Dieses Buch lege ich sehr ans Herz: Janina Hecht lässt ein junges Mädchen, Teresa, sprechen, das in kurzen Sequenzen aus seiner Kindheit mit Vater, Mutter, Bruder erzählt. Diese ist überschattet von den Gewaltausbrüchen des Vaters, der gleichzeitig ein Vater ist, der seinen Kindern viele erinnerungswürdige und schöne Kindheitsmomente beschert. Dieser Zwiespalt beherrscht das Geschehen und die emotionale Verfasstheit der Kinder.
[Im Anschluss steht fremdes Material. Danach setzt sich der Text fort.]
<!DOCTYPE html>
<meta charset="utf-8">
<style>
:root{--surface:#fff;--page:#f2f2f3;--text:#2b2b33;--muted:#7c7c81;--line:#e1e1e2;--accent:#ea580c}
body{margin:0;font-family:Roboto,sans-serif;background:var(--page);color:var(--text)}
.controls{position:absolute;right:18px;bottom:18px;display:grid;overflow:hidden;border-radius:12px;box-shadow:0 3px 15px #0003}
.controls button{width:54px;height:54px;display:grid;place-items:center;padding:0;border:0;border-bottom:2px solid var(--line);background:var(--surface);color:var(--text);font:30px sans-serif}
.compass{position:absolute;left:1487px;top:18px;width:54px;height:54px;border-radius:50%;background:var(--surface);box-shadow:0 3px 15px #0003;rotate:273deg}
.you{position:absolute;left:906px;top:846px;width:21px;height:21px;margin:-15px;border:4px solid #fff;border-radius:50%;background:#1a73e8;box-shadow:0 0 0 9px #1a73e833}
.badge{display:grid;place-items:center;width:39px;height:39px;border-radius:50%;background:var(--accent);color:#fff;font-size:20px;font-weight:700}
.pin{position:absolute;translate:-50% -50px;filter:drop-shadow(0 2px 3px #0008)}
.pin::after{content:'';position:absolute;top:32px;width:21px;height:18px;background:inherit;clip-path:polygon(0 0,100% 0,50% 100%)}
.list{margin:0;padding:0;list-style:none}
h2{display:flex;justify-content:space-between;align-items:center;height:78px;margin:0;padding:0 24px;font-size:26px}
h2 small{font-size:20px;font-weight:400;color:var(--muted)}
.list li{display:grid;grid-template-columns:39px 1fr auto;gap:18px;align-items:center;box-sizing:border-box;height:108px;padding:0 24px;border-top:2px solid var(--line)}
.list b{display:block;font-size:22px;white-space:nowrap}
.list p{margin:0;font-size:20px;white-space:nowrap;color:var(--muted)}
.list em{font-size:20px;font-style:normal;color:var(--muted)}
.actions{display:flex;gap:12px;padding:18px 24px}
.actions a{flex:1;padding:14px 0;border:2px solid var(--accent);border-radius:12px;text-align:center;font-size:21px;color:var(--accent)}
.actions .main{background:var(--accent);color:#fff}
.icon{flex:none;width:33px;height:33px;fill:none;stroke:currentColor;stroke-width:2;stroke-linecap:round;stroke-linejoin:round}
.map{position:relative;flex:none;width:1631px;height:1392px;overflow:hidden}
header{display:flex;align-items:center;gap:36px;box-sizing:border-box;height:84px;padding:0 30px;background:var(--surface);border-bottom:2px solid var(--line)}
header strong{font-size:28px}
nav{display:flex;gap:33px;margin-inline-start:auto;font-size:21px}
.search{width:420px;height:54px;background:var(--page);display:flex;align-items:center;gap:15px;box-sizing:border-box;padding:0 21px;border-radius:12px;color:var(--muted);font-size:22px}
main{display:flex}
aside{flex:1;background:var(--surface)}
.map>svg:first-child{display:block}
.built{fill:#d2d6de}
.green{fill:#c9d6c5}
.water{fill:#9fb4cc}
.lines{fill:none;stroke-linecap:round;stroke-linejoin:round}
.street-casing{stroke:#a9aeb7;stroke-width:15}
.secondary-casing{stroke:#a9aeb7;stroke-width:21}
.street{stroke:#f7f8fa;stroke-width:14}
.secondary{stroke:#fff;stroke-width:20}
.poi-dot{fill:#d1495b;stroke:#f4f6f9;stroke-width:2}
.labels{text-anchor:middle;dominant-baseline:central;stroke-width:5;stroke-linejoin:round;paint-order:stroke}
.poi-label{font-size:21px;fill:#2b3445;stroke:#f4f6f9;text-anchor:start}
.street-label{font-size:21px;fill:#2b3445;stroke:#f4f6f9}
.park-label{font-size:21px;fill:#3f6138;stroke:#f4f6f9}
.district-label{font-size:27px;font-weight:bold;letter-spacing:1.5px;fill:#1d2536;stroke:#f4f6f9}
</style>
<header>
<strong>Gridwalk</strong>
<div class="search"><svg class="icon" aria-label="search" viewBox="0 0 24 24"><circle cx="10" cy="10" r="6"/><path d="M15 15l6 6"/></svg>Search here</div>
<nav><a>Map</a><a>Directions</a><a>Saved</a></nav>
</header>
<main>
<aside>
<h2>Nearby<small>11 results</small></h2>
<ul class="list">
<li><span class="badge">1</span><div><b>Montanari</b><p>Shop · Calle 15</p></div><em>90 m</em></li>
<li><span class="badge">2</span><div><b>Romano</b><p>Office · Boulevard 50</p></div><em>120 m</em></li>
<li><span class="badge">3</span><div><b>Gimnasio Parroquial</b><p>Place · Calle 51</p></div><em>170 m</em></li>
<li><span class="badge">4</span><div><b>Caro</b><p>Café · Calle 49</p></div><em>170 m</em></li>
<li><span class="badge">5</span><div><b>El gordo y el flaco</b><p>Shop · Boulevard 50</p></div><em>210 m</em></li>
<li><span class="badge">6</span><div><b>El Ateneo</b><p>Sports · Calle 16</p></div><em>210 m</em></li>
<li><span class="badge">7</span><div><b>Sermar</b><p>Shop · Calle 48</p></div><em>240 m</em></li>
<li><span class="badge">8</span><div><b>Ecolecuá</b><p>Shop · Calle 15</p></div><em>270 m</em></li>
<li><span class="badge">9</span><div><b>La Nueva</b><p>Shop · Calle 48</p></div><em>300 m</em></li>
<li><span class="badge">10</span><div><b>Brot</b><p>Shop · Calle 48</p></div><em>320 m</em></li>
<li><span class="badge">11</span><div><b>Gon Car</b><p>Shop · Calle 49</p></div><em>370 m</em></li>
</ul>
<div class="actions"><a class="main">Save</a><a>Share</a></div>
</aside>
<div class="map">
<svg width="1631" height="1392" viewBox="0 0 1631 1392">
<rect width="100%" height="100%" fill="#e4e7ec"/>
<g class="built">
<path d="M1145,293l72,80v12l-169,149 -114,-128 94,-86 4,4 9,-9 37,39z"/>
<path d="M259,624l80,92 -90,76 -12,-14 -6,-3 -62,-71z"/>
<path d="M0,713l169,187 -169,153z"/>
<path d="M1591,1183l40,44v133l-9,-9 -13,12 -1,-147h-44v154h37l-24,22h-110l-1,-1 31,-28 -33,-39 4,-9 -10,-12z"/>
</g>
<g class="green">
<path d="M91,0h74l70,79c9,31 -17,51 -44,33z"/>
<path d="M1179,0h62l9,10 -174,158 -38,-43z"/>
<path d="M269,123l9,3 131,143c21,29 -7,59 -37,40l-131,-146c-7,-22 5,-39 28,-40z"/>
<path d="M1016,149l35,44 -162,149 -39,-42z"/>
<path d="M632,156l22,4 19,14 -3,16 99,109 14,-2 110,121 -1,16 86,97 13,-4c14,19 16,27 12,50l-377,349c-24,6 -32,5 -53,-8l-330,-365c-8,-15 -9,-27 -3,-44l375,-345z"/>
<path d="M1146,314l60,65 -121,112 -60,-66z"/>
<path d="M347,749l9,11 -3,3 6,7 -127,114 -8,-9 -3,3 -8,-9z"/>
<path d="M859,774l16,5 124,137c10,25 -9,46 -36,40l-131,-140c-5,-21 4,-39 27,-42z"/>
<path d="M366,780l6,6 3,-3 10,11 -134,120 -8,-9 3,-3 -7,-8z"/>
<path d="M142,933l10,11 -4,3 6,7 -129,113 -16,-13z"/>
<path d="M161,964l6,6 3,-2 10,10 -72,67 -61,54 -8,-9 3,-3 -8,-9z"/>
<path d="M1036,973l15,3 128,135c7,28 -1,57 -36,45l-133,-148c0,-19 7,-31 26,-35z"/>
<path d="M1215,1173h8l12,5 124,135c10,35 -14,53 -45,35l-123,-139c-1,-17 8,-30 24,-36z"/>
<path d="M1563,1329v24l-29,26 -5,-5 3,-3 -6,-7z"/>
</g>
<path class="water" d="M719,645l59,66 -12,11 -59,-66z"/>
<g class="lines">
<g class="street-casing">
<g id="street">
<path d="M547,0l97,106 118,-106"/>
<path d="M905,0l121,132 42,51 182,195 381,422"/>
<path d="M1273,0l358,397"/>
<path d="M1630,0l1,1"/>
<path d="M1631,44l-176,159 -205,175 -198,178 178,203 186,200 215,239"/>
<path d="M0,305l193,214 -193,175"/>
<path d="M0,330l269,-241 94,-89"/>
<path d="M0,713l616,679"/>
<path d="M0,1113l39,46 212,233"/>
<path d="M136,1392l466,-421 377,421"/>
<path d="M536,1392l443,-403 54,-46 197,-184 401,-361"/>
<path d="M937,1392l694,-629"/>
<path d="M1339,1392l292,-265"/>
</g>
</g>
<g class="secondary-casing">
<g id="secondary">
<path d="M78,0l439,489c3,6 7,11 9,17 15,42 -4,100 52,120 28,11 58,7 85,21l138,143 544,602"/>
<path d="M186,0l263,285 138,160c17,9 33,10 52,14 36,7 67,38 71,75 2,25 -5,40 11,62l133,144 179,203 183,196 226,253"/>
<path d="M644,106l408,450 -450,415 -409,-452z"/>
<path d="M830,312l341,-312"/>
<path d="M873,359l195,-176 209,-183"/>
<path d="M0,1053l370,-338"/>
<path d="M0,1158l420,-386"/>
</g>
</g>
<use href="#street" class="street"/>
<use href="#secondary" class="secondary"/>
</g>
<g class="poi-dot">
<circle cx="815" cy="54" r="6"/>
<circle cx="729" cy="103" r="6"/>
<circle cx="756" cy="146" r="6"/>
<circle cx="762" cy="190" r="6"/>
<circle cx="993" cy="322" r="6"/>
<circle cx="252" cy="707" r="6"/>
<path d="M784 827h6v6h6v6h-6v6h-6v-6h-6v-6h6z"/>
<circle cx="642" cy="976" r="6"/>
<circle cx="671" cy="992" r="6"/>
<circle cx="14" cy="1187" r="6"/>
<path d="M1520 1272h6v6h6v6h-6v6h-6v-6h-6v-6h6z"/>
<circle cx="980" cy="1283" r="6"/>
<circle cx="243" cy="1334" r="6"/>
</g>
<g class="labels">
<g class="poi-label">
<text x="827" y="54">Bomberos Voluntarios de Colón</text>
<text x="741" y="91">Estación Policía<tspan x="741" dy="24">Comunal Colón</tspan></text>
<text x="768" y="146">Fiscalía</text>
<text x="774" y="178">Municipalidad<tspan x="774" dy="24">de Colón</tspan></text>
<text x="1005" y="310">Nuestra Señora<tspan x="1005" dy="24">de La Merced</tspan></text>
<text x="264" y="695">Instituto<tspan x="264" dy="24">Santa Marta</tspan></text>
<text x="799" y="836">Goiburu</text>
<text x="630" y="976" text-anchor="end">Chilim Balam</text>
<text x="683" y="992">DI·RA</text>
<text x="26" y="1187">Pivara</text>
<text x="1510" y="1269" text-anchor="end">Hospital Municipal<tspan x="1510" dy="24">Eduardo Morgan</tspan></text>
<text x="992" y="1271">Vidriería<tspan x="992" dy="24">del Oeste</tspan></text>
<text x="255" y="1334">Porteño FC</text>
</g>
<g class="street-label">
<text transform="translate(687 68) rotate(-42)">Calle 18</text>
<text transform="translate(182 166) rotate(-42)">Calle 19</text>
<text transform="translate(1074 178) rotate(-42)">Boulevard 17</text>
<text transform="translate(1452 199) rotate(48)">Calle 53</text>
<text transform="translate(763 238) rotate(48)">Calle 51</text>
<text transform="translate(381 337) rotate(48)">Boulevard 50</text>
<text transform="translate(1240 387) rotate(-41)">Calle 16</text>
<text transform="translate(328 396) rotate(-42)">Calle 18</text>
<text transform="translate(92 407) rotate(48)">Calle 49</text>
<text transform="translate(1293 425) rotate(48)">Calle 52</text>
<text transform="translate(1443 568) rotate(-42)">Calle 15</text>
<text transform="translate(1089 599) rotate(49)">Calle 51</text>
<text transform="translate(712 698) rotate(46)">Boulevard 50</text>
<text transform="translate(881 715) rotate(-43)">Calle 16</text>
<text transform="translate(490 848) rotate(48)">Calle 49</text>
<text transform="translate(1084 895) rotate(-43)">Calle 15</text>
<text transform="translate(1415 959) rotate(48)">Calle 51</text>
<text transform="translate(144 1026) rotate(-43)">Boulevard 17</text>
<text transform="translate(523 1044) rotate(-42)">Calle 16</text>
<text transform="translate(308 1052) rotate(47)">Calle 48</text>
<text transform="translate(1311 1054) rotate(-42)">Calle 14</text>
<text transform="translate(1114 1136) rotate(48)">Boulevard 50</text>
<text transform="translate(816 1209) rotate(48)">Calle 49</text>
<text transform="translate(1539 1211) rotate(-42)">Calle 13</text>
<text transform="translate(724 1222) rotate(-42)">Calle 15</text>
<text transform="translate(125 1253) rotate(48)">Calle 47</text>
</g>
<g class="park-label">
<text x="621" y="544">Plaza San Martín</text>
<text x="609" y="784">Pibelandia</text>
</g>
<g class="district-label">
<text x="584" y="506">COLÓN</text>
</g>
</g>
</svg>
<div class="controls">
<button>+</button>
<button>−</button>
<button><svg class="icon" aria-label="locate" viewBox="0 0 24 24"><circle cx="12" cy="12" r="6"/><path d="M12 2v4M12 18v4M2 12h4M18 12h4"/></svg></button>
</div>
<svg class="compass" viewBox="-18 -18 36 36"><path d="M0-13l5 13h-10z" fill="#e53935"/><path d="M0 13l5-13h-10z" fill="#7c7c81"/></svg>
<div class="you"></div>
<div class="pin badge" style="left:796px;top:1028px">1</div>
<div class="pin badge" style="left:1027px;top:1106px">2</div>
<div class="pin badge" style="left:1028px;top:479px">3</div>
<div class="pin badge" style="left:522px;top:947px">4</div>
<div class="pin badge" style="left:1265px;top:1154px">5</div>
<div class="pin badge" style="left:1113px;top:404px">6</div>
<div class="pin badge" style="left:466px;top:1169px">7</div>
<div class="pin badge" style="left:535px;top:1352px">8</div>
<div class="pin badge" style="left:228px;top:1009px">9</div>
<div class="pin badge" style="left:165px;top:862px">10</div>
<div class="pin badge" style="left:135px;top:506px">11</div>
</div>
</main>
In knappster Sprache und ohne beschreibende Adjektive lässt die Autorin die bedrückende Atmosphäre erfahrbar werden, in der Teresa aufwächst. Mit ungefähr sechzehn wohnt sie kurze Zeit bei ihrem guten Freund Moritz in dessen Familie. Hier erlebt sie erstmals eine andere Familiensituation. Sie beobachtet die morgendliche Routine der Friesens und endet mit dem Satz:
„Dieses eigenartige Befremden, das sich bis heute in mir ausbreitet, wenn ich eine Familie besuche, die sich so verhält. Wenn niemand im Zentrum steht und alle mit sich selbst beschäftigt sein dürfen.“
Die Leserin weiß sofort, was gemeint ist und ahnt die lebenslange Prägung. Trotzdem zeigt der Roman, dass aus einer solchen Situation, in der Kinder immer erstmal Opfer sind, auch gesund lebende Erwachsene hervorgehen können. Teresa zeigt eine ausgeprägte Resilienz und damit die Fähigkeit, sich abzugrenzen, sobald sie dazu altersmäßig in der Lage ist. Sprachlich zeigt sich das in immer länger werdenden Abschnitten, die weniger gehetzt durch die Notwendigkeit der ständigen Beobachtung des Vaters wirken. Teresa kann uns von sich erzählen und sich die Zeit dazu nehmen, die es braucht. Der Vater rückt in den Hintergrund, was mit dem Moment einsetzt, in dem die Mutter mit den Kindern auszieht aus dem gemeinsamen Haushalt.
Das Buch ist hart, aber auch tröstlich zugleich und ganz großartig geschrieben.